Roth IRAs and the Roth TSP Option

It was twenty years ago today when Senator William Roth, R-Del., finally convinced his colleagues to approve a new type of IRA, one funded with already taxed dollars and, if certain qualifications were met, offered tax-free earnings on compound interest.

The TSP began accepting contributions into the eponymously named Roth TSP on May 7, 2012, though many agencies didn’t implement the Roth TSP until July of that year.

So what sets them apart? In 2018 you can contribute up to $18,500 to your Roth TSP, and an additional $6,000 if you have reached your 50th year of birth. Contributions to your Roth TSP must come out of payroll deductions. Your Roth IRA contributions in 2018 are limited to $5,500, with another $1,000 if you have reached your 50th year of birth. You must have earned income (exception for spousal IRAs) to contribute to a Roth IRA.

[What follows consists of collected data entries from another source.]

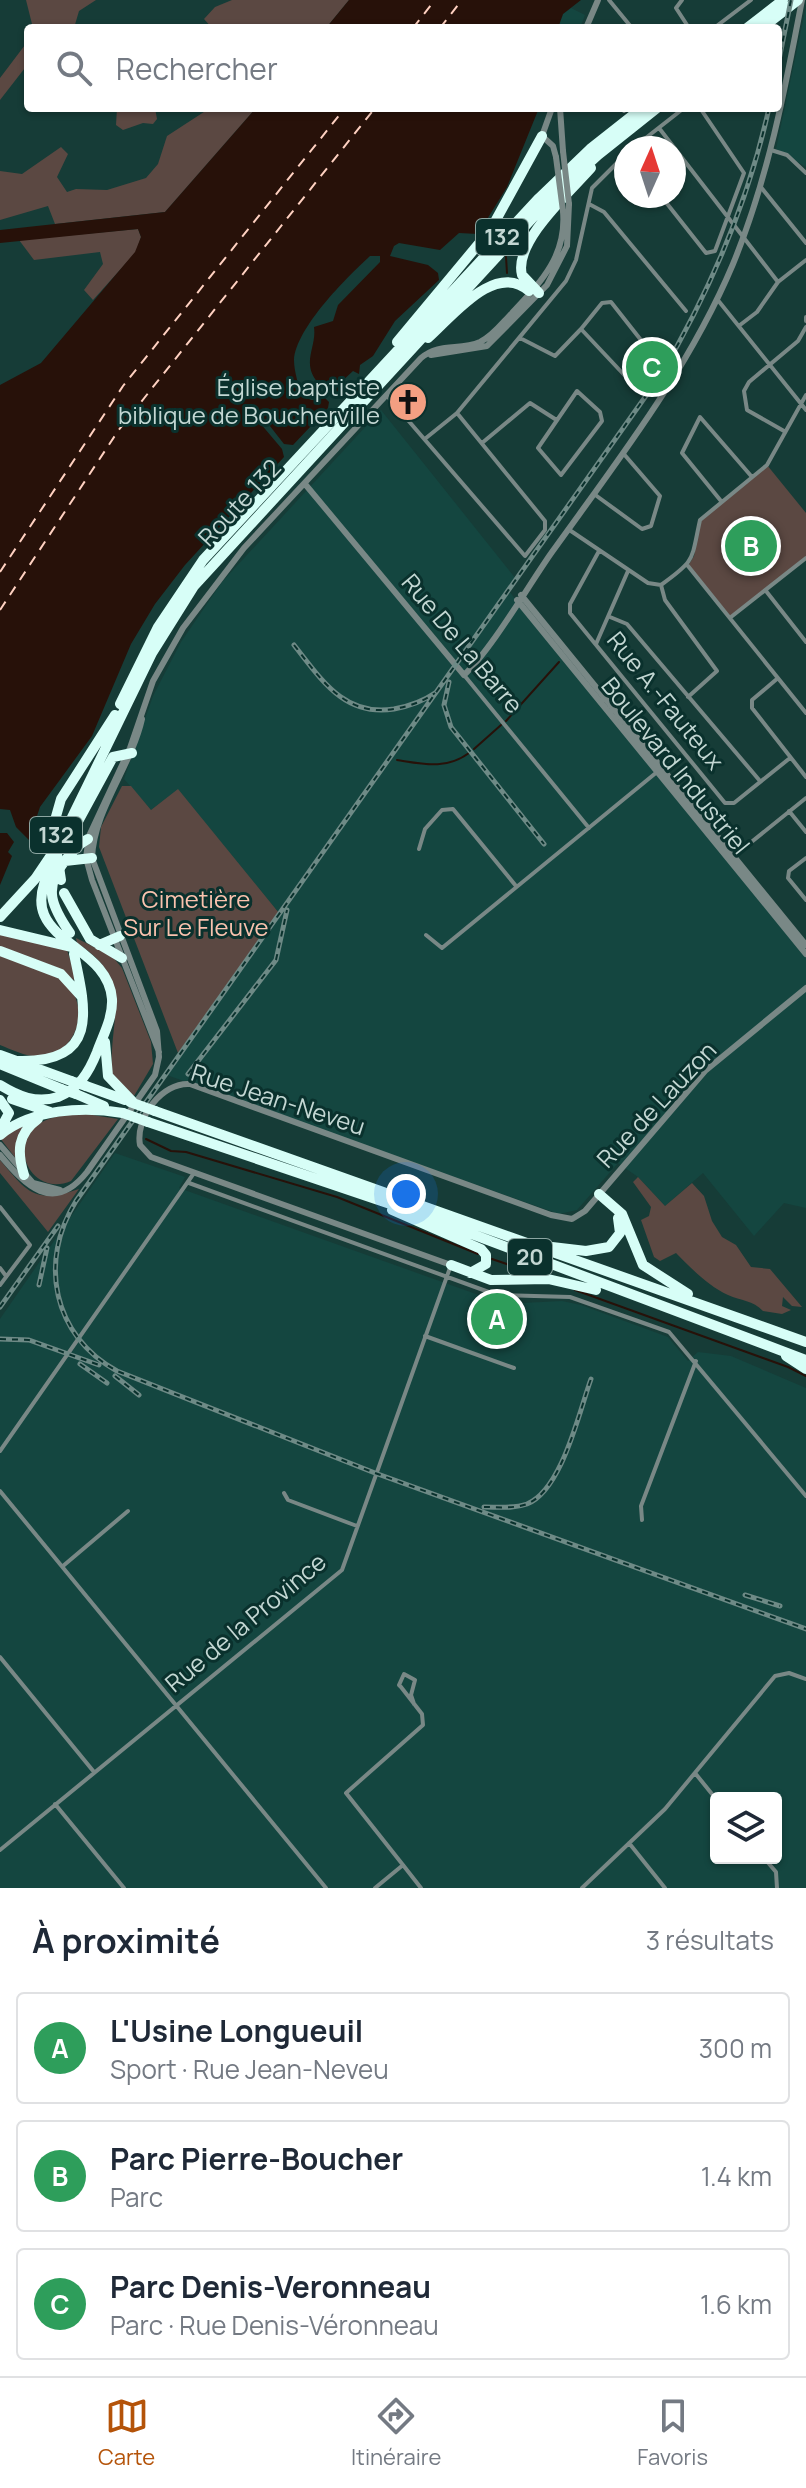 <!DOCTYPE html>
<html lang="fr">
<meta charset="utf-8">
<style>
:root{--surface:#fff;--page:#f2f2f3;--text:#1f2937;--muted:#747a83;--line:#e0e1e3;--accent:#b45309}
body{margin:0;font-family:Manrope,sans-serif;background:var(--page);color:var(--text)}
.controls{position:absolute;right:24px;bottom:24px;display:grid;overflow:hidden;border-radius:8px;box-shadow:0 2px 6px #0004}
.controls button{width:72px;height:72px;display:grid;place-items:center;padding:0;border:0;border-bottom:2px solid var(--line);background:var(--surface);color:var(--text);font:40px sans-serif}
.compass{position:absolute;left:614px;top:136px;width:72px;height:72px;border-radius:50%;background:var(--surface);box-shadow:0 2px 6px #0004;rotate:3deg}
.you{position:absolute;left:406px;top:1194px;width:28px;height:28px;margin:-20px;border:6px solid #fff;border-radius:50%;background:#1a73e8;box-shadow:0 0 0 12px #1a73e833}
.badge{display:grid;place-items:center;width:52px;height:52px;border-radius:50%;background:var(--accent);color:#fff;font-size:26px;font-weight:700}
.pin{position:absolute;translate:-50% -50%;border:4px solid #fff;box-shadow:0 2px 8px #0006}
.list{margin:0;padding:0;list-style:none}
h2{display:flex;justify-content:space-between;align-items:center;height:104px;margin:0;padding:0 32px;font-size:34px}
h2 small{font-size:26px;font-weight:400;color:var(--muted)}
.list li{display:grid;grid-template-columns:52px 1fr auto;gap:24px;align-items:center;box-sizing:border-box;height:112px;margin:0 16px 16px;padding:0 16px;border:2px solid var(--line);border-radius:8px}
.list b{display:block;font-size:30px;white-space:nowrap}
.list p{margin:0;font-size:26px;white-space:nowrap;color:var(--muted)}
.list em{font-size:26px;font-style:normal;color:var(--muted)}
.icon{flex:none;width:44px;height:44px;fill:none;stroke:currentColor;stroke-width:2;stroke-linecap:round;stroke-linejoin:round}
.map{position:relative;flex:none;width:806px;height:1888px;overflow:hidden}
.search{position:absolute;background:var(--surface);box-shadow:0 2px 6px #0004;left:24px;right:24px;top:24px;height:88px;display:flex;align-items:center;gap:20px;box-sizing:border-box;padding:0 28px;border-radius:8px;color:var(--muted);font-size:30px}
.sheet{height:488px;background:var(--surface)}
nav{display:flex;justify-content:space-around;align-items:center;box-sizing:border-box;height:112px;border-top:2px solid var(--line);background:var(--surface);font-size:22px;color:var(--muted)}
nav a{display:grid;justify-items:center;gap:4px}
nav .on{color:var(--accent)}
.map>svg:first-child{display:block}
.built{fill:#144640;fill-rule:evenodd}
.green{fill:#5b4842}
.water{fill:#271109}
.pier{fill:#163c37}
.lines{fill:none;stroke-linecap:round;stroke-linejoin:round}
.stream{stroke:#271109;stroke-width:2}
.ferry{stroke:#ffd1c1;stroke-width:2;stroke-dasharray:10 8;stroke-linecap:butt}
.minor{stroke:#798886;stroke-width:4}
.tertiary{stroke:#798886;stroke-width:6}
.motorway{stroke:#d7fef7;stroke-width:10}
.rail-casing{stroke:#6e8a86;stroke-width:5}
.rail{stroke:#0a312d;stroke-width:2;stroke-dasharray:6;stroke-linecap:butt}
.tertiary-bridge{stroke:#798886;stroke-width:6}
.motorway-bridge{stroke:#d7fef7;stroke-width:10}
.labels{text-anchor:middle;stroke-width:6;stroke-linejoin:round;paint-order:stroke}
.shield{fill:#0a312d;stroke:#8ca5a1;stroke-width:2}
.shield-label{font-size:22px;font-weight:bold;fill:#c3d7d3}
.poi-label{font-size:24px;fill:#c3d7d3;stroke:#0a312d;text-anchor:end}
.street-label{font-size:24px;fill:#c3d7d3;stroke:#0a312d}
.park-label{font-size:24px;fill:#fac2ae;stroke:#0a312d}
</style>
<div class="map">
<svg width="806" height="1888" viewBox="0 0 806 1888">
<rect width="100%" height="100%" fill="#163c37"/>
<path class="built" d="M806,7V167L776,149Z
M571,8L585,15L580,28H558L563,14Z
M381,410L516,579L508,590L806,957V1208L784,1203L754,1236L703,1173L665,1206L638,1177L618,1163L577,1210L559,1214L164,1074L279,913L178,790L151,810L124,779L153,696L181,642L222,582Z
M115,1153L185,1177L179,1188L504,1304L562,1301L581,1305L668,1337L688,1361L698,1352L731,1356L806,1388V1888H0V1319ZM716,1798H776V1858H716Z"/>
<path class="green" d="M26,0H96L79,11L74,28H33Z
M232,0H349L326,28H212L204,19L215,7Z
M28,41V64L0,100V78Z
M117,108H155L157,119L153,124L143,123L123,130L116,125Z
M210,108H256L165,212L55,224L48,206L0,220V171L22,174L61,147L68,154L57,177L67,192L76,189L107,190L146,178L158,164L167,136Z
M138,229L141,237L136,252L93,300L84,290L103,264L100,252L34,260L19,240Z
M767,465L806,513V558L731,617L688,566L694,556L700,520Z
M122,786H131L151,810L178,789L279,913L178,1053L99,847L101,827Z
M0,934L67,950L78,983L56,967L0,947Z
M76,938L112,956L122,968L151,1042L153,1064L134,1096L112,1074C108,1016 137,982 77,943Z
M0,954C18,961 41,967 58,977C92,997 82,1052 42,1056C28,1058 13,1050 0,1045Z
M80,1113L118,1119L71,1181C31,1198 5,1142 42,1122C53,1116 68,1115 80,1113Z
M30,1121L17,1160L0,1138Z
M0,1160C28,1193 34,1204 79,1189L48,1232L0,1173Z
M638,1177L665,1206L692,1183L704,1196L712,1221L722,1237L736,1245L751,1267L770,1269L802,1307L792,1306L783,1297L782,1306L791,1310L782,1314L763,1311C753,1300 741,1301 728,1295C708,1286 691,1268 676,1253L660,1261L654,1257L641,1220L649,1216L651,1207L633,1182Z"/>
<path class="water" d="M349,0H581L563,14L558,28H326Z
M256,108H539L507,187L478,234L459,233L440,250L399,243L394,246L390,256L428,265L438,273L439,280L395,321L373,356L360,365L359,374L353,371L340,383L341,392L336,394L334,389L321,386C299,364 317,349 314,327L333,321L338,305L380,262V256H370C346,278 296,328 294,360C294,372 299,386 302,397L312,400L325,398L329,402L328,408L293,445L284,444L266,421L260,423L282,449L284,457L185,565L155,604L131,644L92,736L40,807L29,840L16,827L10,810L0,809V385L41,363L135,252L141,237L138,229L0,243V230L165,212Z
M0,833H7L14,842L8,852L12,856L0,885Z"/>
<path class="pier" d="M125,673L97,734L39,817L41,808L84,753Z"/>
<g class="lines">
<path class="stream" d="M506,257L507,273
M506,721L559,662
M474,749L501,725
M397,760C423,764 446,770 469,753
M146,1139L171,1151L186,1152L337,1197L478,1254
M492,1259L533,1273
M575,1290L788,1367L806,1376"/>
<path class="ferry" d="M413,28L435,0
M440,28L462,0
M0,572L123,386L345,108
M0,610L118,431L375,108"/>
<path class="minor" d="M609,0L632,28
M682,0L676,8L689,28
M714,28L751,0
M624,111L627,108
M659,128L778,282
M633,148L684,108
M771,150L787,155L806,173
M760,186L806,243
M661,196L706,253L715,251L744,173L700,108
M589,204L604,212L686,311
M717,299L806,410
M806,317V321
M740,325L757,312L778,282L806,260
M520,338L555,356L581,329L628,379L648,349L611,302L602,303L581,329
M577,391L600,412L602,421L561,475L538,448Z
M388,397L525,556L545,530V521L457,413
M784,431L747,410L744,391L749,382L798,341L806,327
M426,438L457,413L566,281L576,260L592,188L626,154
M482,443L530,403L555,419
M594,494L642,529L651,526L660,496L623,453
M721,501L682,453L700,417L752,477
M568,529L648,583L661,585C696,560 691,561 700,520L767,465L806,395
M599,551L570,604V613L725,803H734L790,758
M688,566L806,713
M661,585L665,600L717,671L688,697
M766,591L806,642
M610,617L627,624L760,781
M731,617L806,558
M596,644L628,571
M464,675L589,828
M778,678L752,700V708L806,777
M789,811L806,832
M419,849L425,829L442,810L453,809L516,886
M734,856L806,798
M806,858L789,871L788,878L806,900
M426,935L442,948L657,772
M189,1183L497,1295L570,1297L669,1332L806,1496
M0,1207L30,1245L0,1285
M0,1268L6,1276
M425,1336L514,1368
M0,1451L194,1173
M0,1491L326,1888
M284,1493L288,1500L357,1526
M642,1520L641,1506L696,1361
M63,1566L128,1511
M0,1657L94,1772
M695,1773L716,1799
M55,1804L124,1888
M629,1843L665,1888
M0,1850L342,1570L451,1265
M764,1858L776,1872L777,1888
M403,1865L346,1793L423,1725L422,1714L401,1687L399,1685L404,1674L415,1680L411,1695L414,1704
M375,1888L403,1865L421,1888
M582,1888L665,1809L775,1676L789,1673L806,1679"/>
<path class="tertiary" d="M586,28L598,0
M552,108L542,136L553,146L556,157
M560,108L563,151
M431,355L487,346L547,285L567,246L569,204
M305,484L464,675C492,649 528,586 552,552C618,460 689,369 733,264C768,179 785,90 802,0
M521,595L806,945
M517,600L806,954
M159,1052L92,880L86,858L89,836L130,748L153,681L183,628L244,548L421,358C440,342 459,351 480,342C493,336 502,323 512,313C541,282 567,256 563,211
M0,1145L33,1183L60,1190
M0,1155C25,1185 53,1215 87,1172L155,1075L159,1057L157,1031L92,858C94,809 131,767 142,719
M451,1265L151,1157L140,1145C135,1118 162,1082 190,1084L551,1215L572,1219L585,1211L705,1071L806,988"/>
<path class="motorway" d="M747,28L783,0
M762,28L798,0
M539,293L522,275C513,242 571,191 591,168
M428,338C453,316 495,261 529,291
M397,342L491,229L542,136
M120,704L158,627L203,560L539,198L590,149L642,108
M53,827L61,799L115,715
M63,849L113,757L132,753
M65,861L92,858
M64,893L90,939L122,958
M0,917L35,879L60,842L152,653L194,586L550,199L598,155L657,108
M0,930L71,947
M70,933C52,907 43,888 64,862C71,853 78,844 88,839
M99,945L120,936
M0,951L61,974L81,996
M105,1042L108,1076L132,1101
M0,1055L71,1081
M18,1061C98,1063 87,1013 74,954
M0,1064L61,1089
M0,1085C18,1096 36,1104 58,1097C79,1089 89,1072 97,1052C103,1035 113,1018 112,999C108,939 6,942 54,863
M86,1086L125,1100
M76,1094L104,1106
M12,1099L50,1112
M0,1100L9,1113L1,1128
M155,1111L806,1342
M148,1122L408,1210L806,1360
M0,1135C32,1109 83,1106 123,1113
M24,1175C17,1152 17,1134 38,1119
M599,1194L622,1214L643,1265L688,1294
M392,1210L481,1249L486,1255V1264L470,1273
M552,1247L586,1251L609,1247L620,1233L618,1218
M451,1265L491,1280L548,1279L596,1290
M786,1356L806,1369"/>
<g class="rail-casing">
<path id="rail" d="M778,65L791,0
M769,108C748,203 709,293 660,376L76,1201C38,1262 53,1336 117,1371L375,1473L806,1629
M294,645C321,679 344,717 394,709C410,706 422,702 435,693
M449,682L444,705L451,727L544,844
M188,1074L276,960L287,910
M39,1285L47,1248
M0,1307L58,1226
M0,1339L29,1340L99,1365
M80,1364L107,1383
M115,1376L139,1395
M484,1507C498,1507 513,1509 527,1504C562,1490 579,1412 591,1379
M745,1595L780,1606"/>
</g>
<use href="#rail" class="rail"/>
<path class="tertiary-bridge" d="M563,151L569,204
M556,157L563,211"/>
<path class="motorway-bridge" d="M53,827L61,880
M71,1081L86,1086
M61,1089L76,1094
M130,1102L155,1111
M123,1113L148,1122"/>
</g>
<defs>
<g id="church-disc" transform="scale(2)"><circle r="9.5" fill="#f39f82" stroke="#0a312d"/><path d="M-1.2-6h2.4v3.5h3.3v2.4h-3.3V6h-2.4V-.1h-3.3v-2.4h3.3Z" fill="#111"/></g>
</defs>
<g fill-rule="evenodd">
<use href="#church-disc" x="408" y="402"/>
</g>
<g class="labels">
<g class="shield">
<rect x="476" y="219" width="52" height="36" rx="6"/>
<rect x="30" y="817" width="52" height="36" rx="6"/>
<rect x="508" y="1239" width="44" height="36" rx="6"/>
</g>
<g class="shield-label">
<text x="502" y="245">132</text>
<text x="56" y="843">132</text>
<text x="530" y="1265">20</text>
</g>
<g class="poi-label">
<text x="380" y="396">Église baptiste<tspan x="380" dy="28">biblique de Boucherville</tspan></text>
</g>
<g class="street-label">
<text transform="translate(240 503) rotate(-47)" y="8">Route 132</text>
<text transform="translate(462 644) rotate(50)" y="8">Rue De La Barre</text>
<text transform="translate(665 701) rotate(51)" y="8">Rue A.-Fauteux</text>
<text transform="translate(675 766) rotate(51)" y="8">Boulevard Industriel</text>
<text transform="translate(278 1100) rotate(18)" y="8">Rue Jean-Neveu</text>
<text transform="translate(657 1105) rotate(-47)" y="8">Rue de Lauzon</text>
<text transform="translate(246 1623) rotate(-40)" y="8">Rue de la Province</text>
</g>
<g class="park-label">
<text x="196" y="908">Cimetière<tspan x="196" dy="28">Sur Le Fleuve</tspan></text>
</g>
</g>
</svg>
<div class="controls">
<button><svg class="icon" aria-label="layers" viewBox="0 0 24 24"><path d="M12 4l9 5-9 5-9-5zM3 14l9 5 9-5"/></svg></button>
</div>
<svg class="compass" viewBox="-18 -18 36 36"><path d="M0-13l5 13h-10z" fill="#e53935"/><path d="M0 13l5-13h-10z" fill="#747a83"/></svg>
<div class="you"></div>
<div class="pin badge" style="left:497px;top:1319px;background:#2e9e5b">A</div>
<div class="pin badge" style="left:751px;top:546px;background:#2e9e5b">B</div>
<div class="pin badge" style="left:652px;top:367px;background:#2e9e5b">C</div>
<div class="search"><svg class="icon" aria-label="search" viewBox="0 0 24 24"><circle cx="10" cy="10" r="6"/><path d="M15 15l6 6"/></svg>Rechercher</div>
</div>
<section class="sheet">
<h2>À proximité<small>3 résultats</small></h2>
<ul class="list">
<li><span class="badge" style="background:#2e9e5b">A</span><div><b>L'Usine Longueuil</b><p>Sport · Rue Jean-Neveu</p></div><em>300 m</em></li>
<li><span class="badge" style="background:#2e9e5b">B</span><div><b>Parc Pierre-Boucher</b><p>Parc</p></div><em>1.4 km</em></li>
<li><span class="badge" style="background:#2e9e5b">C</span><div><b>Parc Denis-Veronneau</b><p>Parc · Rue Denis-Véronneau</p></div><em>1.6 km</em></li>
</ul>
</section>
<nav>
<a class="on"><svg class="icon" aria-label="map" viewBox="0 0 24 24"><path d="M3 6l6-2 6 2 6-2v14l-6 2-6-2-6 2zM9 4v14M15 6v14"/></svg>Carte</a>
<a><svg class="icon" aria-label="directions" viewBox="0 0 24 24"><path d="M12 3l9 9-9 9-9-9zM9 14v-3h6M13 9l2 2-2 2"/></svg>Itinéraire</a>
<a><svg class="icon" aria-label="saved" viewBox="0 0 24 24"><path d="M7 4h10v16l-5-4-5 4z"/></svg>Favoris</a>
</nav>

You are not allowed to contribute to a Roth IRA if your income is above certain levels, but there is no income limit on contributing to the Roth TSP.

A Roth IRA is separate from any traditional IRAs you might have, but your Roth TSP is actually a separate balance within your one TSP account. This means that, under current rules, you cannot separate withdrawals between your traditional and Roth balances; they must be proportional.

In a Roth IRA, all withdrawals come first from contributions and are taken from earnings only after the amount due to contributions has been exhausted. If you withdraw from your Roth TSP, those withdrawals are viewed as coming proportionately from your contributions and earnings.

In a Roth IRA, you never have to take required distributions, regardless of your age. In the Roth TSP, you are required to take minimum distributions beginning at age 70 ½ (if you are still working at your federal job at that age, no distributions are required).

You are allowed to roll money from a traditional IRA into a Roth IRA, regardless of your income (and you’ll pay taxes on the amount you transfer into the Roth). Within the TSP you are not allowed to roll or transfer money from your traditional balance into your Roth balance.

Other Key Points

Now that we’ve looked at some of the differences between the Roth IRA and Roth TSP, let’s look at some other interesting facts about the Roth IRA.

You can roll money out of your TSP into an IRA. The Roth portion of your TSP can be rolled into a Roth IRA and the traditional portion of your TSP can be rolled into either a traditional IRA or a Roth IRA (again, taxes would have to be paid on the traditional money at the time of rollover).

You can convert money in a traditional IRA to a Roth IRA and there are no income limits restricting your ability to do so. Taxes would have to be paid on the traditional IRA at the time of conversion.

If your income is too high to contribute to a Roth IRA ($189,000 for individuals, $199,000 for married filing jointly), you can contribute to a traditional (non-deductible) IRA and convert that IRA into a Roth. This goes by the name of “backdoor conversion”.

You can re-characterize a traditional IRA contribution into a Roth IRA and vice versa up to the initial due date of your tax return. The Tax Cuts and Jobs Act eliminated the ability to re-characterize a Roth conversion – so once you convert that money there’s no going back if you don’t like what the market did in the interim or change your mind.

The IRS has two helpful publications on IRAs: 590A deals with contributions and 590B deals with withdrawals.